West Hills College Coalinga Falcon Food Pantry: Meeting Students' Needs Beyond the Classroom

There are over 2.1 million students enrolled in the California community college system, and almost 50% of these students are not getting the food they need. At West Hills College Coalinga, the Associated Student Govern­ment is helping combat student hunger with an on-campus food pantry.

Opened in Spring 2018, the WHCC food pantry pro­vides essentials to students in need. “Any West Hills College Coalinga student enrolled in one class can make an ap­pointment to visit the food pan­try,” said Jay Darnell, West Hills College Coalinga Food Service Manager. “Students may request as many appointments as they need. Our service is based entirely on the student’s stated needs.”

To help support the WHCC food pantry, the WHCC Associated Stu­dent Government has held several food drives in Coalinga.

The West Hills Community College Founda­tion has support­ed campaigns that have collect­ed monetary donations for food purchases.

“Most of the food in our pantry is purchased from the Central Califor­nia Food Bank,” said Darnell. “Dry foods like beans, rice, boxed, and canned foods are readily available in the Food Pantry.”

“West Hills offering students no-cost food when they need it is a big deal,” said West Hills College Coal­inga Student Cesar Flores. “Being hungry in class as a student affects you a lot because you focus on your stomach and your hungriness instead of paying attention in class.”

Helping students thrive in the class­room is one of WHCC’s main objec­tives. “We understand that outside factors often impact our students’ success in the classroom,” said Pedro Garcia, West Hills College Coalinga Coordinator of Student Support Programs and Engagement. “Food insecurity is something many of our students face, and our on-campus food pantry helps with this problem.”

In addition to food items, the WHCC ASG also has clothing and hygiene items available for all students in the pantry.
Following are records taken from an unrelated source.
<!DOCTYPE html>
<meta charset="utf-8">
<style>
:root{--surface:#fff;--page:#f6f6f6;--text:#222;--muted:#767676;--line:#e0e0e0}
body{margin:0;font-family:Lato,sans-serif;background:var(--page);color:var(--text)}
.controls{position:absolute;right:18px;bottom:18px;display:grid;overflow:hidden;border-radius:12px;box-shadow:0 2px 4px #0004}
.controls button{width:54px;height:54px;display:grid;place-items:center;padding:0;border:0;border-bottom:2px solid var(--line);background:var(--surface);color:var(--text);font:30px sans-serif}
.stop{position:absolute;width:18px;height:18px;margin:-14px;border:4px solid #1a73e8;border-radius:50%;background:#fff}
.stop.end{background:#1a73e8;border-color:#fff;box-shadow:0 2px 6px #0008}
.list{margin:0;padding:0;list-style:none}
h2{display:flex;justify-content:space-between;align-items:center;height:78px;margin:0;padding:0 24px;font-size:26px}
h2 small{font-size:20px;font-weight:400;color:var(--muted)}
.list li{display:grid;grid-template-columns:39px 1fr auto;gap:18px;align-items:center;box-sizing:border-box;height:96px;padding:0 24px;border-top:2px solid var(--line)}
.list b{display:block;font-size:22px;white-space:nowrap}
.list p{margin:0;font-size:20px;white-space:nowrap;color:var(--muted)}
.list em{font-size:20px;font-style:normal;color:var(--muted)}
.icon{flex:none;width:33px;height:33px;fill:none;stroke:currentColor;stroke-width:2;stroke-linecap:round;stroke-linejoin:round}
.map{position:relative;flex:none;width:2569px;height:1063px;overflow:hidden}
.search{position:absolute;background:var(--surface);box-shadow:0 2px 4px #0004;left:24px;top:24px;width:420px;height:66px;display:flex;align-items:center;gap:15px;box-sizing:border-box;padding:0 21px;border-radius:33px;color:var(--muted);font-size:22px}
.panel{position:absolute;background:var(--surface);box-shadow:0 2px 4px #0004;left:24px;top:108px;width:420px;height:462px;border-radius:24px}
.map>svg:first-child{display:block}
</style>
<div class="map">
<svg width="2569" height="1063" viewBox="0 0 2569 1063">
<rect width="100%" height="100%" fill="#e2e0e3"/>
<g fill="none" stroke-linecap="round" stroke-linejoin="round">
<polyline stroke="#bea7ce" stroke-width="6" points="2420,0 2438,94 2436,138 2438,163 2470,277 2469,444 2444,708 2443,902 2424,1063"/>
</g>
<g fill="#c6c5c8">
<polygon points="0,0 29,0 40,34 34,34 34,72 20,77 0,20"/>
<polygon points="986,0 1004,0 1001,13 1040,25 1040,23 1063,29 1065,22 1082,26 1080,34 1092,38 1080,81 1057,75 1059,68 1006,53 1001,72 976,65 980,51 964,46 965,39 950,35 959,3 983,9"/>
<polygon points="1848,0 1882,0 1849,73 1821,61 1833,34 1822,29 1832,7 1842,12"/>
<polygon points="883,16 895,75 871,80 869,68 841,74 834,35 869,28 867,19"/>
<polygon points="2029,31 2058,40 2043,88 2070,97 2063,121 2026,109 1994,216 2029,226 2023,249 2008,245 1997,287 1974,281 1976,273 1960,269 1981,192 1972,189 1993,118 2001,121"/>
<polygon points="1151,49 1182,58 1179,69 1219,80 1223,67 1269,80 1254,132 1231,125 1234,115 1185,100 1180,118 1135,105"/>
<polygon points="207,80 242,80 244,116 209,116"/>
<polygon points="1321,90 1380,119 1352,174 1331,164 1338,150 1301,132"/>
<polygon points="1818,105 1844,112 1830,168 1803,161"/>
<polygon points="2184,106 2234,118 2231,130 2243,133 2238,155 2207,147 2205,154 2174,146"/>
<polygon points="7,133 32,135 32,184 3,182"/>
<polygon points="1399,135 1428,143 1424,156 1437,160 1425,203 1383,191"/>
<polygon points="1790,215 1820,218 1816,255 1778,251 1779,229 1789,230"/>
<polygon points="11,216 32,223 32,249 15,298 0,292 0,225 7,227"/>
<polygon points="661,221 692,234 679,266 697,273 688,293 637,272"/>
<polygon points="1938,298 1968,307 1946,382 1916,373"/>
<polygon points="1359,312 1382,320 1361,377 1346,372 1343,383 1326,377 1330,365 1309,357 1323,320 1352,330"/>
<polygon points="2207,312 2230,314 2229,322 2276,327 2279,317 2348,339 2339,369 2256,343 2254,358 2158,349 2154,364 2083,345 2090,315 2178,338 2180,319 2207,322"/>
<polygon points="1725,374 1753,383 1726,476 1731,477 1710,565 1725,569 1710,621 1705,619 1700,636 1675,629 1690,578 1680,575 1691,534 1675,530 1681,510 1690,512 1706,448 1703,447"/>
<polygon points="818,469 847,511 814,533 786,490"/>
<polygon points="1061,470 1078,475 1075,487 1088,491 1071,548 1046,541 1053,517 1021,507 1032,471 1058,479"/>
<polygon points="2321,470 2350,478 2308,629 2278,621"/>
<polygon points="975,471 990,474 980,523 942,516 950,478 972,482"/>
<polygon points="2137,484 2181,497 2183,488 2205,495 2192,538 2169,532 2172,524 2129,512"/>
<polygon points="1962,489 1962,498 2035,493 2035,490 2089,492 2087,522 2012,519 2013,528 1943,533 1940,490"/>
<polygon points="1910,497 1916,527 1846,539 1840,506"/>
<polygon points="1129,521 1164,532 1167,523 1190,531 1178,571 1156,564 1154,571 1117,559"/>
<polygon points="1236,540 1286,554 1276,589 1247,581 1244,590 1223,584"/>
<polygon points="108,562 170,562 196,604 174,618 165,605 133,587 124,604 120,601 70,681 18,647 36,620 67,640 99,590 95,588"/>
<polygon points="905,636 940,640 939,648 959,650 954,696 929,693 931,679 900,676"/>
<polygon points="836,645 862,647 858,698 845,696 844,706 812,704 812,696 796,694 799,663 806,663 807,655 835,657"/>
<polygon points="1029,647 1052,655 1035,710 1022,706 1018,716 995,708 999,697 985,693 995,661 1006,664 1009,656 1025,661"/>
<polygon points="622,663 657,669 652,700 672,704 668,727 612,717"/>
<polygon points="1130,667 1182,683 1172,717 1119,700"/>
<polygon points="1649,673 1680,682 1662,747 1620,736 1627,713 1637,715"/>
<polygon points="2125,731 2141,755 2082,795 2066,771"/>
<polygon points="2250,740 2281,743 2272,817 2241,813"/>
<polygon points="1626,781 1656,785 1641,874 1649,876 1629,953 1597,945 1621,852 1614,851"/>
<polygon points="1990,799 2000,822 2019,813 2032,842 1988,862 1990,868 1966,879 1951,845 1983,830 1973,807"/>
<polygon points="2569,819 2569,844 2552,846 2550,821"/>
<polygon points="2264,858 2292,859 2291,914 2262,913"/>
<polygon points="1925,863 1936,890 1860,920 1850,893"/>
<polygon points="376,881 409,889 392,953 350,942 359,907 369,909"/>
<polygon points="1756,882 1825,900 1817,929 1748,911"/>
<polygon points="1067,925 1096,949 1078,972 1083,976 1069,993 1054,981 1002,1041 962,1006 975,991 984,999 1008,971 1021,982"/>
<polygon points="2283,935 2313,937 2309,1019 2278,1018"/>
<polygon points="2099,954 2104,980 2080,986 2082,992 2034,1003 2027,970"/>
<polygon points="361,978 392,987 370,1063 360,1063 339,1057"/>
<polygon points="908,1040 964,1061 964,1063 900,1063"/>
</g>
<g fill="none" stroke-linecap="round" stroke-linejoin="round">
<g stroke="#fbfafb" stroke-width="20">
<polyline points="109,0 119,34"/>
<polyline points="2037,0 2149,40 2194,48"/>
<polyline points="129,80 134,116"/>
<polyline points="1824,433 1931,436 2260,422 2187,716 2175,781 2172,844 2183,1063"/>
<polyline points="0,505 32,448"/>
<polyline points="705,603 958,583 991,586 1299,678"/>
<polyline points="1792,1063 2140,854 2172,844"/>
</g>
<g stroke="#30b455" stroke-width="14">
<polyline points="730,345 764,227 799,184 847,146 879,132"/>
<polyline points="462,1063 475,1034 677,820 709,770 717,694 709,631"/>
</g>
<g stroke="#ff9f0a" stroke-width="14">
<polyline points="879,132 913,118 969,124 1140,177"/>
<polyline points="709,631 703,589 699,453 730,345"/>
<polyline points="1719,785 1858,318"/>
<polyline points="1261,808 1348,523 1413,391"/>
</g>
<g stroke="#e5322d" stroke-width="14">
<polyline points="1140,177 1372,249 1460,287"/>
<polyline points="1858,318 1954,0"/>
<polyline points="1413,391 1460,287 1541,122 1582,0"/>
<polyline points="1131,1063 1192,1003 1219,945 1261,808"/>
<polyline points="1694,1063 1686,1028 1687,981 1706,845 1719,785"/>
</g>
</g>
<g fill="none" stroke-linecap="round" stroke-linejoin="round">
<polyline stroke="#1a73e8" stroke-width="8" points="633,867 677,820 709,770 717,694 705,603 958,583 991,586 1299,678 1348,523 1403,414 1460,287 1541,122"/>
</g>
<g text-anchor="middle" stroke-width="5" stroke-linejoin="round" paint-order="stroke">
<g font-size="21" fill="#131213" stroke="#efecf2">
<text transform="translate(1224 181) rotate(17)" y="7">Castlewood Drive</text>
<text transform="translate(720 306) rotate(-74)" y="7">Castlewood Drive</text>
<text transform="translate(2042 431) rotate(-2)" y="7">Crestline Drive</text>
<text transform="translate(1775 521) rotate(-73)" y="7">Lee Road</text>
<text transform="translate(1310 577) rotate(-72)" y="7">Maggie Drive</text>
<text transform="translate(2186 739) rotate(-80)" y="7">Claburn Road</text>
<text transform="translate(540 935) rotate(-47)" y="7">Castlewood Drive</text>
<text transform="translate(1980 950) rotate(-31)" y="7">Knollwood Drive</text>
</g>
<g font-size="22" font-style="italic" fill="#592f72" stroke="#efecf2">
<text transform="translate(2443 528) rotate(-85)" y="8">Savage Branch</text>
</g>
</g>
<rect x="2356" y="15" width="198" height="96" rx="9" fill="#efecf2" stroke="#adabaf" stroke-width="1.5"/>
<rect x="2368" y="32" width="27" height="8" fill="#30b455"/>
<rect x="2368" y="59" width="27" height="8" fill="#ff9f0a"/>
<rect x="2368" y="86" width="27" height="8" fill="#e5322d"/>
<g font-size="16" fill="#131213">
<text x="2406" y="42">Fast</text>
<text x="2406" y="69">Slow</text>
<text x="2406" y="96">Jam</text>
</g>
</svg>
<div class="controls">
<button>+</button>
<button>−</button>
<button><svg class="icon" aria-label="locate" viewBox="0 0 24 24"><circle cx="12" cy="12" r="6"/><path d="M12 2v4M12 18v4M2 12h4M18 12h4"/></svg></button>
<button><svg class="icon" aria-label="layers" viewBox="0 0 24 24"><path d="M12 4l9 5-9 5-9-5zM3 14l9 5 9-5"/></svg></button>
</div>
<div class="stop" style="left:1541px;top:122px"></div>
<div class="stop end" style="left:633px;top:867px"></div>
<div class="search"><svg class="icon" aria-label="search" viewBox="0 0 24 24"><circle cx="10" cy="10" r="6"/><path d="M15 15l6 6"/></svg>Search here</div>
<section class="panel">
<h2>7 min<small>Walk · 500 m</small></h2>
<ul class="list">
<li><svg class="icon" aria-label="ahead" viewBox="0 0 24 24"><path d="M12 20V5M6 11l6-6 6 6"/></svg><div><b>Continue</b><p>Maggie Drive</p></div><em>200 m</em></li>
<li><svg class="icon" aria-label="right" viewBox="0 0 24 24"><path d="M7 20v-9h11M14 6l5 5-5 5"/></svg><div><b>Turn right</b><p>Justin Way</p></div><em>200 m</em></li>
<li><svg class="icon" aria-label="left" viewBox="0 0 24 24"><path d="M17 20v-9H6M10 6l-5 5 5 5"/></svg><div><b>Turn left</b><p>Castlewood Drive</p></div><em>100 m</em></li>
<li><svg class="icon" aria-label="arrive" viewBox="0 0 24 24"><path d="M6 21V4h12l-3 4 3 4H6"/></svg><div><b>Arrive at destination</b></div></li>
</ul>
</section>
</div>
Items available to students include cold weather and professional clothing, personal hygiene products, and deodorant.

“In addition to food, we focus on meeting our student’s essential needs,” said Garcia. “We hold community clothing swaps on-campus that have been extremely successful and make sure our clothing and hygiene pantry is stocked. When students have food in their stomachs and have the things they need to live, they are more likely to retain the information they are learning in the classroom, which helps them succeed.”